I think one thing you need to understand is that the rise of nationalism was frequently anti-clerical and anti-religious. The French Revolution proclaimed "the citizen" to be sovereign, rather than the king, whose sovereignty was divine. Napoleon would popularise the idea that "citizen" was a legal category for political recognition and representation by/for the state, which was a single community.
Contrast this with Ottoman law. Each millet (literally, "nation" in Turkish) was a community governed by its own legal traditions across the Empire, with a designated representative at the Porte (be that the Sheikh al-Islam, the Patriarch, the Apostolic Nuncio, etc). It was a nationality law that was, by nature, not territorialised, because the Ottoman Empire was not territorialised; it was expansionistic, hence pluralistic.

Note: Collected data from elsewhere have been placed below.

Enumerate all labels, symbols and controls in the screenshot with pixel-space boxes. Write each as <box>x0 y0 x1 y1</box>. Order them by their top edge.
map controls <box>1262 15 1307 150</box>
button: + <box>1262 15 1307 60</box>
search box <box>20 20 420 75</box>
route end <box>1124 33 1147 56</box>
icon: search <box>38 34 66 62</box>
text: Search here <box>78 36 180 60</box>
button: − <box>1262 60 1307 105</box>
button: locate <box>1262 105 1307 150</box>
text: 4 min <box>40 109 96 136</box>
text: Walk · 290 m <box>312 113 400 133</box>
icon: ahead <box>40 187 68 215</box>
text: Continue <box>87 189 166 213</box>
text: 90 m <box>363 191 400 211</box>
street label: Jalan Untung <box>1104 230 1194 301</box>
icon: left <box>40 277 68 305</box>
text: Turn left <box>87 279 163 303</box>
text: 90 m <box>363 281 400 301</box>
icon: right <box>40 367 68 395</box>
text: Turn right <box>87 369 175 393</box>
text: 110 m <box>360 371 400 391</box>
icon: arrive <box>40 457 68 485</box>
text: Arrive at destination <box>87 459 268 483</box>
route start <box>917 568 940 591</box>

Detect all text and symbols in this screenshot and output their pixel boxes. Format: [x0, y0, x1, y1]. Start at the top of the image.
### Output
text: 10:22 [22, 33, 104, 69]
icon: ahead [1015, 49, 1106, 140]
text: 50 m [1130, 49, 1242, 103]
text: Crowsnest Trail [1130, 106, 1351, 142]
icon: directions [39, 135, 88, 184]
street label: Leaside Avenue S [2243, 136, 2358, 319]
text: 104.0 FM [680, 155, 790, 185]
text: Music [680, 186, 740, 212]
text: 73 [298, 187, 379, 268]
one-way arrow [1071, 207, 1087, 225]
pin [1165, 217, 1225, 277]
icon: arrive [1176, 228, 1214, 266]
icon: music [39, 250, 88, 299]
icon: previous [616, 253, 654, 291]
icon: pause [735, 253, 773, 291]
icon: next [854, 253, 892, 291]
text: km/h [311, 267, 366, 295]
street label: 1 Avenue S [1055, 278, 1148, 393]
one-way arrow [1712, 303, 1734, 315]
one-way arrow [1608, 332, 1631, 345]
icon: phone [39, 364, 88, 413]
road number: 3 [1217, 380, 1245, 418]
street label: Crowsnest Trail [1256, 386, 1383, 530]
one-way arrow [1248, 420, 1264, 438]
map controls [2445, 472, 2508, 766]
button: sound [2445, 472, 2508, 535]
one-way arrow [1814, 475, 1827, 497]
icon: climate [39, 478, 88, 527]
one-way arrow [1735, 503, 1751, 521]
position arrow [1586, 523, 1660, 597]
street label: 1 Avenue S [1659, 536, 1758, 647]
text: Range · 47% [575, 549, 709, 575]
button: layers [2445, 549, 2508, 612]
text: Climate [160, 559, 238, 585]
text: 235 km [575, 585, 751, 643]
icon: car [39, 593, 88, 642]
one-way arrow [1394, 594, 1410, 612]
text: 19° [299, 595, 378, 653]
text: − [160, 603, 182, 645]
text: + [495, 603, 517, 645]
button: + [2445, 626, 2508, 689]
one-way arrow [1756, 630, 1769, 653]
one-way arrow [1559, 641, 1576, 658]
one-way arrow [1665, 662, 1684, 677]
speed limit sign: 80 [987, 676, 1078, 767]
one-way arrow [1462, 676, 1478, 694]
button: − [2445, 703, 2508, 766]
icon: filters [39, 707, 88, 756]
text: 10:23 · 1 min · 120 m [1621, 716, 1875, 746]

So, no. The millet system is not something which could serve as the basis for a civic nationalism. The Patriarch of Constantinople was the Orthodox millet's "ambassador" to the Porte; he represented the "nation" within the greater "Empire." Bishops and church leaders in Greece, Serbia, etc may (and often did) encourage to partake in a greater Christian struggle against the Muslim enemy, but this did not mean that there was no differences or power struggles between their congregants, or even within the clergy. The institution of the Orthodox Church played an enormous role in the Greek and other Christian independence movements, but don't think this was a conflict between the Rum Millet and the Muslim millet. The Greek Orthodox Church was a major part of Greek nationalism, but the Filiki Etera was still a community of liberal, mostly French-educated intellectuals, many of whom were devoutly anti-clerical.